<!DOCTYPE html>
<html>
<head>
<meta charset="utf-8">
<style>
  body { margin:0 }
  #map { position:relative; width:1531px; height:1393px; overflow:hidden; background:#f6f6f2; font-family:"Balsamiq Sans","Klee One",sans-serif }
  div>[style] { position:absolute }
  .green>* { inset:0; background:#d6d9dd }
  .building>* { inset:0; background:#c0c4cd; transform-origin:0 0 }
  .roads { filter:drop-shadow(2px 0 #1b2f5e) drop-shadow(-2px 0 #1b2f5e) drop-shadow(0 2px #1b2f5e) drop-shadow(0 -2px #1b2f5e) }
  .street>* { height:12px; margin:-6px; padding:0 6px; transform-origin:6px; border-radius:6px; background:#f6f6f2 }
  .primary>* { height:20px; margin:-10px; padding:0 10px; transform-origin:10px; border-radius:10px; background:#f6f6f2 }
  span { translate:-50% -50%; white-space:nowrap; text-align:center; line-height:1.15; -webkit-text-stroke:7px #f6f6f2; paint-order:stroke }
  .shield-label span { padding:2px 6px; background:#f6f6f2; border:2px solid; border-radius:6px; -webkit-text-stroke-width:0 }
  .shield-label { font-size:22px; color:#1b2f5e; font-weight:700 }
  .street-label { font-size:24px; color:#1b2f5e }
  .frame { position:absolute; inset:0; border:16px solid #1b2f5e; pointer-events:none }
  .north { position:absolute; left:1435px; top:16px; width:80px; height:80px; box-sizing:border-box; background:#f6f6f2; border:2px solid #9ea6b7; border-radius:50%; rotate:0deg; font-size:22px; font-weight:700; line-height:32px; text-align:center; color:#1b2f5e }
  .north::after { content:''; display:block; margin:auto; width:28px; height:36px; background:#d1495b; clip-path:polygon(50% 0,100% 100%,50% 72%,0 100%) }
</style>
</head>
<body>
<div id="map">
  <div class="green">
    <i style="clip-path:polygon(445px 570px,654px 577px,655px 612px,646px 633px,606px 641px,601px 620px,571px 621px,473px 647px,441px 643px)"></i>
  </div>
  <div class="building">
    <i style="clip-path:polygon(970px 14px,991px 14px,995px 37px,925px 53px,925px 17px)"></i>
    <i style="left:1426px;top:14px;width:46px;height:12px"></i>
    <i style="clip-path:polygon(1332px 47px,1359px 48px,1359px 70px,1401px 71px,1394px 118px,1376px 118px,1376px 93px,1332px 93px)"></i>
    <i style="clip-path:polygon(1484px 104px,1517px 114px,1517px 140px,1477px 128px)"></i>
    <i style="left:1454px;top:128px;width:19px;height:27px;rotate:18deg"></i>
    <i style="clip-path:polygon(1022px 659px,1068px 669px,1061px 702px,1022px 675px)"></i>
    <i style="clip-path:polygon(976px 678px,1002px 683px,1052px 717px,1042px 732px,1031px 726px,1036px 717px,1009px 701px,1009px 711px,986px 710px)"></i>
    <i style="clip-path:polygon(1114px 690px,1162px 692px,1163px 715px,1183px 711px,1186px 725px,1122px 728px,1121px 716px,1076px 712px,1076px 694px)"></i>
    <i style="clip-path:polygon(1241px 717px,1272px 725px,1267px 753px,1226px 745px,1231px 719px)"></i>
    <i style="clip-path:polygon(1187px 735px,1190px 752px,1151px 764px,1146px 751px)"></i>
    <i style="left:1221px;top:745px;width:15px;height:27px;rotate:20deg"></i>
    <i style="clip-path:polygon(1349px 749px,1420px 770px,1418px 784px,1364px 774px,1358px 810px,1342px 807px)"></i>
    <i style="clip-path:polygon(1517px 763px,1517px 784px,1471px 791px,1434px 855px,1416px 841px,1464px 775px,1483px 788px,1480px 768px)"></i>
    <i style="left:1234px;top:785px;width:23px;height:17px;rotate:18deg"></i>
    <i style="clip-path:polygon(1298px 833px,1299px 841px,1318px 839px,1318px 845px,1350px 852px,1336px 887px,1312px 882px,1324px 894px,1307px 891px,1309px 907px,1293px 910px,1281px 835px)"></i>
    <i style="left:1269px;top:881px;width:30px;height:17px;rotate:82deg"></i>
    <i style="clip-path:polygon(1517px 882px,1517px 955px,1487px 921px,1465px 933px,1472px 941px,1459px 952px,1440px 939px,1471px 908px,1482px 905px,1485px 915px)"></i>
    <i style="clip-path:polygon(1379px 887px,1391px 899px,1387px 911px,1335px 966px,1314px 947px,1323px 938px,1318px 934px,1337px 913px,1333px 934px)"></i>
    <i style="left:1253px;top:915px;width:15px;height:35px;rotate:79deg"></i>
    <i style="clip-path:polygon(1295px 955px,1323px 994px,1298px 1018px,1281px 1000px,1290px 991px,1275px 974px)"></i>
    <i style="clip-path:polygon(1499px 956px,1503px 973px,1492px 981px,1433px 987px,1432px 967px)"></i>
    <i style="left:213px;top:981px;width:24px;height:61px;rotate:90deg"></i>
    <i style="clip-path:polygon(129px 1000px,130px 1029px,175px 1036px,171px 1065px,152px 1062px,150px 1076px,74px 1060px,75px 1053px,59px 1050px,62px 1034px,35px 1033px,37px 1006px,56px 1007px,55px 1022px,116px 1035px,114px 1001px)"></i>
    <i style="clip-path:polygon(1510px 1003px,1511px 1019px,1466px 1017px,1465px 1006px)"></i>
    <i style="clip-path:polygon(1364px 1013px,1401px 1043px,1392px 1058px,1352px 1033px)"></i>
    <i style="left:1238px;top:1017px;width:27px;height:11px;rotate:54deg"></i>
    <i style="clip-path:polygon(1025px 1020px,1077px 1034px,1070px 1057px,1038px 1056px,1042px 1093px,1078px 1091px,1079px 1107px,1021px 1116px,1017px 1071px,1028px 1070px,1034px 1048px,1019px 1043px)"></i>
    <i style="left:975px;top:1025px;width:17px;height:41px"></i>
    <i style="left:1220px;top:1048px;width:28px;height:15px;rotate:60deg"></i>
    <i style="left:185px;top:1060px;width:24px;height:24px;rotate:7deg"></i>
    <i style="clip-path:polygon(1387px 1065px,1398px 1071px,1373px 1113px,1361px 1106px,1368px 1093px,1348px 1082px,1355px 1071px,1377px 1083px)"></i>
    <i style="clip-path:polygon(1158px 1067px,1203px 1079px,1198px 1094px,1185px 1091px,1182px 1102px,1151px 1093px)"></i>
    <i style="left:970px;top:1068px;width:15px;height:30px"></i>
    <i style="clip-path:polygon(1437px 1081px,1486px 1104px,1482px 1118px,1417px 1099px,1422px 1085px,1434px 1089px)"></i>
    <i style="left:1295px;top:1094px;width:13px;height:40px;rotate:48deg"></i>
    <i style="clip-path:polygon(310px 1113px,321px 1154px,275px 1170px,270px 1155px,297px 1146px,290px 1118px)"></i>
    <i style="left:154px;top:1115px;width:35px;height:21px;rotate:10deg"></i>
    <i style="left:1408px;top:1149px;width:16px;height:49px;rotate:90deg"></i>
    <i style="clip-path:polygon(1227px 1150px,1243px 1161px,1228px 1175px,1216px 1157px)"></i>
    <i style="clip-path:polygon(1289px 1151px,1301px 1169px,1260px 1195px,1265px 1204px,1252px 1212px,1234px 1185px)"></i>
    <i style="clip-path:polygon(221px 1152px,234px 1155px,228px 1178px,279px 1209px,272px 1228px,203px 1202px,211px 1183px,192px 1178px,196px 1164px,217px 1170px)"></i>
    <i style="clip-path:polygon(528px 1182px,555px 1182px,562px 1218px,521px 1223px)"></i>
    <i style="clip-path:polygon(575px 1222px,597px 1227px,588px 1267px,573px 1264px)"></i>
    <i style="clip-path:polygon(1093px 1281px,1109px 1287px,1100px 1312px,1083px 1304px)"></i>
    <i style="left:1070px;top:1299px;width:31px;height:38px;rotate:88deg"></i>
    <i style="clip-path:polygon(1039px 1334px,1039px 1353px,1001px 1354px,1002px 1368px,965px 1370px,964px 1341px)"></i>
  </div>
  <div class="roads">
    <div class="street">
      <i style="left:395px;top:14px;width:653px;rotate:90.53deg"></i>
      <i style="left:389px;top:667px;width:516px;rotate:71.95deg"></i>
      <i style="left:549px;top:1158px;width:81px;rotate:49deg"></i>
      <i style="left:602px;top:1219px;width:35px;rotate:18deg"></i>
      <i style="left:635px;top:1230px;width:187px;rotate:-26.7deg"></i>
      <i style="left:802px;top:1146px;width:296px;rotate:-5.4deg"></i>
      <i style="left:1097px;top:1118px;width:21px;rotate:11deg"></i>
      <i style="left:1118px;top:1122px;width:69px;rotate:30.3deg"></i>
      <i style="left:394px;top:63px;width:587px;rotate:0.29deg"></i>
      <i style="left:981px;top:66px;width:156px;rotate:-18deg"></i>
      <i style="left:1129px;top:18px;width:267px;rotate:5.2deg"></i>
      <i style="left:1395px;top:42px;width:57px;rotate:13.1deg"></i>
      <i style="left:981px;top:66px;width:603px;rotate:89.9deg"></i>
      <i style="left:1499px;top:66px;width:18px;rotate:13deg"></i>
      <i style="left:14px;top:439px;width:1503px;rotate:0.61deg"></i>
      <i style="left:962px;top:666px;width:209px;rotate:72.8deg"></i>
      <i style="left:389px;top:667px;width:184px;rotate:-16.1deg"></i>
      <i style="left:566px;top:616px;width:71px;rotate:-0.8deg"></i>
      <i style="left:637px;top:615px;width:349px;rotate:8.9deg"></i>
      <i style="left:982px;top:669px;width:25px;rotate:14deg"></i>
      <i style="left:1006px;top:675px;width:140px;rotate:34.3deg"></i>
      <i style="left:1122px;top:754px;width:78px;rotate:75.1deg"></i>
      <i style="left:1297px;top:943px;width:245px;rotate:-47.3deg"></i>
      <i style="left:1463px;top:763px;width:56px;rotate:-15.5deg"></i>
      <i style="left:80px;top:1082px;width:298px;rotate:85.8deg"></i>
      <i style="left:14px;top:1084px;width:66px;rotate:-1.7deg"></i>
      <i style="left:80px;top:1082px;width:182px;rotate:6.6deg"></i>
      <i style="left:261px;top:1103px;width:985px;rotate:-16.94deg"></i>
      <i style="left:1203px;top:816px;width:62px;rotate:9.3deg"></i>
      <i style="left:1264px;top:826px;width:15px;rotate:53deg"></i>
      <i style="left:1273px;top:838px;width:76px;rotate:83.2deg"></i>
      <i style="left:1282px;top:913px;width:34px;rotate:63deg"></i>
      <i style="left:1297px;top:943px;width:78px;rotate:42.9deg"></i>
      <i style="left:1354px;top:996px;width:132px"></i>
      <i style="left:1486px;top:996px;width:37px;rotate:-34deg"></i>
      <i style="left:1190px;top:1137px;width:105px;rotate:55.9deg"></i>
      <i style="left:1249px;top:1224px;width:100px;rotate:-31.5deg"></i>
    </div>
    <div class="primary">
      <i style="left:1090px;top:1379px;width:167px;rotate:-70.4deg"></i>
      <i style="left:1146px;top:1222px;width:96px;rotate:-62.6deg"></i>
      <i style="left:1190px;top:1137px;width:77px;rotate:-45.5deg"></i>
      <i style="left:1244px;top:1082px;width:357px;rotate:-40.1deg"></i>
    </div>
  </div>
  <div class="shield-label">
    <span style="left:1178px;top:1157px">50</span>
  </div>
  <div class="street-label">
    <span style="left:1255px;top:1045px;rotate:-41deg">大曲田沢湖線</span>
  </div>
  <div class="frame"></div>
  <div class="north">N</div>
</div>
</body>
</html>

------

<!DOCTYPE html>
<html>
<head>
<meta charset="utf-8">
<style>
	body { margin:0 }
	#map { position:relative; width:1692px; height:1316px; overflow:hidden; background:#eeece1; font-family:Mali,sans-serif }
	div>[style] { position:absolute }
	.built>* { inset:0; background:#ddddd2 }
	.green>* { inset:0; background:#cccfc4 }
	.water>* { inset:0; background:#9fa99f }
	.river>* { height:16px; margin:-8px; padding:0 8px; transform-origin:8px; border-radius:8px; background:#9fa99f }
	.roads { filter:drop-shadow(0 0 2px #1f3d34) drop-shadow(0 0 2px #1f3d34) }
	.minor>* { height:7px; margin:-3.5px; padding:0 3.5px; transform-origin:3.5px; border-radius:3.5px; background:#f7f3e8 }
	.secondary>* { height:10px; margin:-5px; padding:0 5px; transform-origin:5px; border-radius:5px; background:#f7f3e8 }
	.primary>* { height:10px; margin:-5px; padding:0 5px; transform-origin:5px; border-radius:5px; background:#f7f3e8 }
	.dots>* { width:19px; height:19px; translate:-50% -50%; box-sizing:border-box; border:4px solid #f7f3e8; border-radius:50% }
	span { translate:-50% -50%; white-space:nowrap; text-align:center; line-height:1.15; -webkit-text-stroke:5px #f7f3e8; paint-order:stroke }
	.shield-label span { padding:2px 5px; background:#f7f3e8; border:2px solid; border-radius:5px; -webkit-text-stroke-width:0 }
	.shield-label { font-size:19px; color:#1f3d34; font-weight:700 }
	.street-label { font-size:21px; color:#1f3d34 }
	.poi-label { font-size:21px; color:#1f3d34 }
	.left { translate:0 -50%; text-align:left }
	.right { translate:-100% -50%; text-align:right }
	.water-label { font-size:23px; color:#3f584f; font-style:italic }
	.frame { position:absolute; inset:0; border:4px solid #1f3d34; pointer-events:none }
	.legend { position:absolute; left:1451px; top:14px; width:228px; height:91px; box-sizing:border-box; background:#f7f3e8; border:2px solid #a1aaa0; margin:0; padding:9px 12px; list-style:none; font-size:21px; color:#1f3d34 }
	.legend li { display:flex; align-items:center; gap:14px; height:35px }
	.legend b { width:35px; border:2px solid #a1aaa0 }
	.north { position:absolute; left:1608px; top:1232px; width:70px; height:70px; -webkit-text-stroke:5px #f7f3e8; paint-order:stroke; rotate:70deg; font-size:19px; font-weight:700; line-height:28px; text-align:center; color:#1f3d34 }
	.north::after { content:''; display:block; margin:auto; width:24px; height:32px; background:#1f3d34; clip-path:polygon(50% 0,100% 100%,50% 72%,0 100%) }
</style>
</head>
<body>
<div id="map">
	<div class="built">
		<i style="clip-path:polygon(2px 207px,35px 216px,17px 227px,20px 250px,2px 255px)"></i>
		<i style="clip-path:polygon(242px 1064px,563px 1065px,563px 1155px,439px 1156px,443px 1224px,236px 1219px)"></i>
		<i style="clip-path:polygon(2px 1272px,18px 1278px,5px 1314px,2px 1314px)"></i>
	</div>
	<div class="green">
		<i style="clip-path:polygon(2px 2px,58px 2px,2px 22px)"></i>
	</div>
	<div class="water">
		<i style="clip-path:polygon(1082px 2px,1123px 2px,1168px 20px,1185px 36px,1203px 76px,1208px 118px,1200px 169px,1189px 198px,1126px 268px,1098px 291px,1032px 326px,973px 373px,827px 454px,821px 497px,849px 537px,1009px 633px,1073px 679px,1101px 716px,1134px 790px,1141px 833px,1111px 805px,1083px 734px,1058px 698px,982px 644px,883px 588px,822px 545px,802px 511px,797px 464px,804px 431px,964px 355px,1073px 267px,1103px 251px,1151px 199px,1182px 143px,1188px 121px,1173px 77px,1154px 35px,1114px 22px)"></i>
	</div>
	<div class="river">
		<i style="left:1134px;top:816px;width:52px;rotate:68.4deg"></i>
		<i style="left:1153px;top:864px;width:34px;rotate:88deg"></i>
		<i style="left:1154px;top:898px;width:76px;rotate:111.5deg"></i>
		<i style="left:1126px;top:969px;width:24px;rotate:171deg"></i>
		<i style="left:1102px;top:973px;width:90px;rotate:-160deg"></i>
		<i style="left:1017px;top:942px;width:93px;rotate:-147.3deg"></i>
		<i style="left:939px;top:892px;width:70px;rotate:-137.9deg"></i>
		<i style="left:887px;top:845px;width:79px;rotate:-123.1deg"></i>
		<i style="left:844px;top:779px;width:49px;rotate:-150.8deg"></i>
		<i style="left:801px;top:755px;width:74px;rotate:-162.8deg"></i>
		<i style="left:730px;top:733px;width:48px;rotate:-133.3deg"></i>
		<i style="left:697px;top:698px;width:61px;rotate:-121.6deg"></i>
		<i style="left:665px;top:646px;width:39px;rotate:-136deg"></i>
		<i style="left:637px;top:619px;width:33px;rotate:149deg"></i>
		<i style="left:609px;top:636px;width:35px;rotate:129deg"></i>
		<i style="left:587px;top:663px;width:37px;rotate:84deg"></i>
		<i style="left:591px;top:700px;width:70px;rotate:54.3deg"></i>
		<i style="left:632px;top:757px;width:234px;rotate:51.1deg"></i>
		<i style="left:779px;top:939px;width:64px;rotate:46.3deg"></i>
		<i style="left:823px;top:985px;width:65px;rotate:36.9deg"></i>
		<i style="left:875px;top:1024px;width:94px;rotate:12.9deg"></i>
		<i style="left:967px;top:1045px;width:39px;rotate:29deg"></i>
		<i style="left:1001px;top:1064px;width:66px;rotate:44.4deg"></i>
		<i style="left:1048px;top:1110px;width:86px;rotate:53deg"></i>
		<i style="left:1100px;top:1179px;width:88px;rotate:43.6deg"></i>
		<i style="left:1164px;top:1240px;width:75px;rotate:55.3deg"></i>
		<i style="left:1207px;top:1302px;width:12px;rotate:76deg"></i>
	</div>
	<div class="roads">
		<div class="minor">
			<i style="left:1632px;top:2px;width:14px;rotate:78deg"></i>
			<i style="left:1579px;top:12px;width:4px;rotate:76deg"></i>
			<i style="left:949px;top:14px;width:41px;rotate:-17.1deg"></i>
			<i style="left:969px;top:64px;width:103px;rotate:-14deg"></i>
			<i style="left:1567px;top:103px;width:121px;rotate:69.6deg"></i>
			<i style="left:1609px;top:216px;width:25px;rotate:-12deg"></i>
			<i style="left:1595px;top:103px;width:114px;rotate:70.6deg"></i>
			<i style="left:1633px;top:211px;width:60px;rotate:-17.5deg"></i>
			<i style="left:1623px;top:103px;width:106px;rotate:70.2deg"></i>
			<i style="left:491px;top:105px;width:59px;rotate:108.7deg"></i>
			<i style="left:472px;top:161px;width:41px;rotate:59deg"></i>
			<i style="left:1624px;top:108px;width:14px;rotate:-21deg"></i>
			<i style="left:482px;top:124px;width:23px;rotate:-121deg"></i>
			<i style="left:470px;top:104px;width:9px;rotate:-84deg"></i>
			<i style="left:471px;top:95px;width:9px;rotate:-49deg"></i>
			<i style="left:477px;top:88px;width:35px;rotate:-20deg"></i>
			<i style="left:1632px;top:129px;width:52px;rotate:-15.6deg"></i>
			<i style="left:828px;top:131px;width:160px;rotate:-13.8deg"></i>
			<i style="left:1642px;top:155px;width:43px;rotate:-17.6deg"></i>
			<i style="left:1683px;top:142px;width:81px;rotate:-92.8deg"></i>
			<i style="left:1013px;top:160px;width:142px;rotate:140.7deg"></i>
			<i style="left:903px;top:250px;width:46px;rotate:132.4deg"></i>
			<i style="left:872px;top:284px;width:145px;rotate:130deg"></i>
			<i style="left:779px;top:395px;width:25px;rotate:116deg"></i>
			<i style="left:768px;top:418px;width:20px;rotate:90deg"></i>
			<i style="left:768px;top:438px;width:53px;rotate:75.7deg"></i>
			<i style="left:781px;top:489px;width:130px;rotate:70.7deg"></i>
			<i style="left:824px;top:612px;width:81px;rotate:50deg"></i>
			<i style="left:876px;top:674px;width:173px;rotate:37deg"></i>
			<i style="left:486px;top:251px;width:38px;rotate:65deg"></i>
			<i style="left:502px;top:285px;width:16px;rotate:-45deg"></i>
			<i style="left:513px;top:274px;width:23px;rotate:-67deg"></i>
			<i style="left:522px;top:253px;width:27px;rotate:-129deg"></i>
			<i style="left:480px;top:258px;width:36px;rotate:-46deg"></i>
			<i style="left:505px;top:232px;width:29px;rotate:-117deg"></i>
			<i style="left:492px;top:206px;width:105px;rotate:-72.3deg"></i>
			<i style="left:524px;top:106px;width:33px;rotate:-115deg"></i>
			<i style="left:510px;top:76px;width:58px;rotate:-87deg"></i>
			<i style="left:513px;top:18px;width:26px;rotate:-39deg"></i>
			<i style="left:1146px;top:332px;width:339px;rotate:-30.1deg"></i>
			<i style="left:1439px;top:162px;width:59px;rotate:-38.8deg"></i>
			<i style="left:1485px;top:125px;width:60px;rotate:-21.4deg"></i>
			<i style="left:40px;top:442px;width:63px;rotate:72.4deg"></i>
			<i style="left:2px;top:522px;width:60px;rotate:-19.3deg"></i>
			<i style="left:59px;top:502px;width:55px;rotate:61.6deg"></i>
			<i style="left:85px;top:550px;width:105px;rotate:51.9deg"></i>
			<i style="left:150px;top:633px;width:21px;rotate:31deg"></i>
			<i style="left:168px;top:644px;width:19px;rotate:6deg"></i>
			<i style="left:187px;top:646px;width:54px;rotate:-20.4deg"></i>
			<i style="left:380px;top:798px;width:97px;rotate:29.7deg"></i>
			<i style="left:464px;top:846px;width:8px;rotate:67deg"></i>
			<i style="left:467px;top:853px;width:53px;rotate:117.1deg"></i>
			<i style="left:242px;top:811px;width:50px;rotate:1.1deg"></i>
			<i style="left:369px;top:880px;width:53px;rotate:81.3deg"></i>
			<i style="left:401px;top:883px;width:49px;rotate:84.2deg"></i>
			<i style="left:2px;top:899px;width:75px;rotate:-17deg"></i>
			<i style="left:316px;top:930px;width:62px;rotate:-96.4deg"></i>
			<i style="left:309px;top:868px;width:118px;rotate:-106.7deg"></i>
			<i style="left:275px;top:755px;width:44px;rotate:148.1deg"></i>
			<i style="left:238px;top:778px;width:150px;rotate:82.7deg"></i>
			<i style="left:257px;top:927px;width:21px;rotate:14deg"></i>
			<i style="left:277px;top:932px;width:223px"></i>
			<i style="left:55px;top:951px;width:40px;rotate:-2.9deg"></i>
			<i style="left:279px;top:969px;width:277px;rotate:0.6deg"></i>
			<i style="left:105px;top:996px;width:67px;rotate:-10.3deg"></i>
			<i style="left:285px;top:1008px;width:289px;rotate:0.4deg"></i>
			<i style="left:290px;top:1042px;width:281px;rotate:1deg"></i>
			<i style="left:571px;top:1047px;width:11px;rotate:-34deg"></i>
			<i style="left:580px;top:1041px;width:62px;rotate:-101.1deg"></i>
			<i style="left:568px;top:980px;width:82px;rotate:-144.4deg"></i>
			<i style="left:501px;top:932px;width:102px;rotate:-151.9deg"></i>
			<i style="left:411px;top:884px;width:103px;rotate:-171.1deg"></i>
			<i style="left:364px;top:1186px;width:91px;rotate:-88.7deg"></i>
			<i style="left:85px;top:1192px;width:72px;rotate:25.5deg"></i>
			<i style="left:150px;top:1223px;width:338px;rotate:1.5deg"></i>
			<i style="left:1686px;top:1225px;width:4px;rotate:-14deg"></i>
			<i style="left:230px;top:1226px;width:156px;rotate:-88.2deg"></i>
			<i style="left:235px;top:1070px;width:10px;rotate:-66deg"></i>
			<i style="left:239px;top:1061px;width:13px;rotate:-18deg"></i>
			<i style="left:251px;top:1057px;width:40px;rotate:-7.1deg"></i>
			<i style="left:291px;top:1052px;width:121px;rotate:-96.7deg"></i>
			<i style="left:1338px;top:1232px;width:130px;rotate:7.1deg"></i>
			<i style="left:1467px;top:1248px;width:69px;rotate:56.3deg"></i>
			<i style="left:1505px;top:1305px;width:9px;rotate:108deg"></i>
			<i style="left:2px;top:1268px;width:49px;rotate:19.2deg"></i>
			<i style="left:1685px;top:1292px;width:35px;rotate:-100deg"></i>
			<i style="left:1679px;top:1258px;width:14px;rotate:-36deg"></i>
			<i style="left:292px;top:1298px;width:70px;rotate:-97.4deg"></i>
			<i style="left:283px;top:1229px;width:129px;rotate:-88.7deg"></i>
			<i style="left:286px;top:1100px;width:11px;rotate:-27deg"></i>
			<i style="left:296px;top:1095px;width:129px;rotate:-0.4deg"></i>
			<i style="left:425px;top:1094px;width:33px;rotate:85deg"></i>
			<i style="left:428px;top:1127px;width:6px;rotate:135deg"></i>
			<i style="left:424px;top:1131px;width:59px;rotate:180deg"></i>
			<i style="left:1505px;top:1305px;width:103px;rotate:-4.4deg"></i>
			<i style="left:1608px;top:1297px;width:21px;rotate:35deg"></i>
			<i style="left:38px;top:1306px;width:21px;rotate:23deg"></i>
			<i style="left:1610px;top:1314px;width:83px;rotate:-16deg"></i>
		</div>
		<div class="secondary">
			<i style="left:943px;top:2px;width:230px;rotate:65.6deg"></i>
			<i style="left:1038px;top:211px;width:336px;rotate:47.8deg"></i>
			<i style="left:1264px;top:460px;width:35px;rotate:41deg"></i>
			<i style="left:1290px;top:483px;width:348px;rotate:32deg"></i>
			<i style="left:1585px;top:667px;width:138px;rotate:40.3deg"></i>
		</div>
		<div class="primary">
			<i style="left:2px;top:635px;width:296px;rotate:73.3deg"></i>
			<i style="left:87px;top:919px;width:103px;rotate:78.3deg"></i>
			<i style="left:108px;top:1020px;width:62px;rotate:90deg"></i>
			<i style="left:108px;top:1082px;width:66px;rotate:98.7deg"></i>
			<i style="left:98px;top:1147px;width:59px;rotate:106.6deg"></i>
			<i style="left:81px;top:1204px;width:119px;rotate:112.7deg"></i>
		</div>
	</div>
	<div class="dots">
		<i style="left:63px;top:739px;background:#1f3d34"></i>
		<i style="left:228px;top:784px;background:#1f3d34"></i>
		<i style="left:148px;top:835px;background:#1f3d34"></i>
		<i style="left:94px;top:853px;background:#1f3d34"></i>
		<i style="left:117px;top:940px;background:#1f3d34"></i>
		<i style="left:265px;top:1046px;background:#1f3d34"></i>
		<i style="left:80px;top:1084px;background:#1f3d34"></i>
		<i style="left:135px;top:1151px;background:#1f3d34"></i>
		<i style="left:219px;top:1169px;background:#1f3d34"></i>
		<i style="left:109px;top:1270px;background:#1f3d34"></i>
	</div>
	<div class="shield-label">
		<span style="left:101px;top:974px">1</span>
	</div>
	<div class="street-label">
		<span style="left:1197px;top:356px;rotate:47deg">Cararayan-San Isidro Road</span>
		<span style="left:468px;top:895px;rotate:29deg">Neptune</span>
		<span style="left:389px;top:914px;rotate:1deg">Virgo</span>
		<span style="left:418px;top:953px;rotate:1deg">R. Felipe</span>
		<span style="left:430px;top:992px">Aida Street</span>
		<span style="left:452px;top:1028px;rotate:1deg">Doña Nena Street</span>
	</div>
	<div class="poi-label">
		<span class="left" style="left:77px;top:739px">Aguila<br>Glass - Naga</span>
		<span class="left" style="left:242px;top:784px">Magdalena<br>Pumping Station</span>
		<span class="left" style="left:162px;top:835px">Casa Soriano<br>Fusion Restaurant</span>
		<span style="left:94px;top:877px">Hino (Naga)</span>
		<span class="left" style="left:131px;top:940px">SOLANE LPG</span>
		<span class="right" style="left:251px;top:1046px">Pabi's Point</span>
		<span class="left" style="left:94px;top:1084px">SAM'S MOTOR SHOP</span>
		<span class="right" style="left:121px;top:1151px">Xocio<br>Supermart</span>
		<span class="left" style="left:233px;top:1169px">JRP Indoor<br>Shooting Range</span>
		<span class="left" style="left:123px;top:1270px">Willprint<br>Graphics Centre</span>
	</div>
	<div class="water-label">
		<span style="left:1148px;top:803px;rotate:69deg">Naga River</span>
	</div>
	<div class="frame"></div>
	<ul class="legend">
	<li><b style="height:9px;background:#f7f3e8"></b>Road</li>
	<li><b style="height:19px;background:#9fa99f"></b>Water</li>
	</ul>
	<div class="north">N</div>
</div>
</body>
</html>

------

• _WHAT IS REQUIRED_
Only lines with the word "hidden" count here; copy every one from the records.

• _RESPONSE FOR THIS EXERCISE_
  #map { position:relative; width:1531px; height:1393px; overflow:hidden; background:#f6f6f2; font-family:"Balsamiq Sans","Klee One",sans-serif }
	#map { position:relative; width:1692px; height:1316px; overflow:hidden; background:#eeece1; font-family:Mali,sans-serif }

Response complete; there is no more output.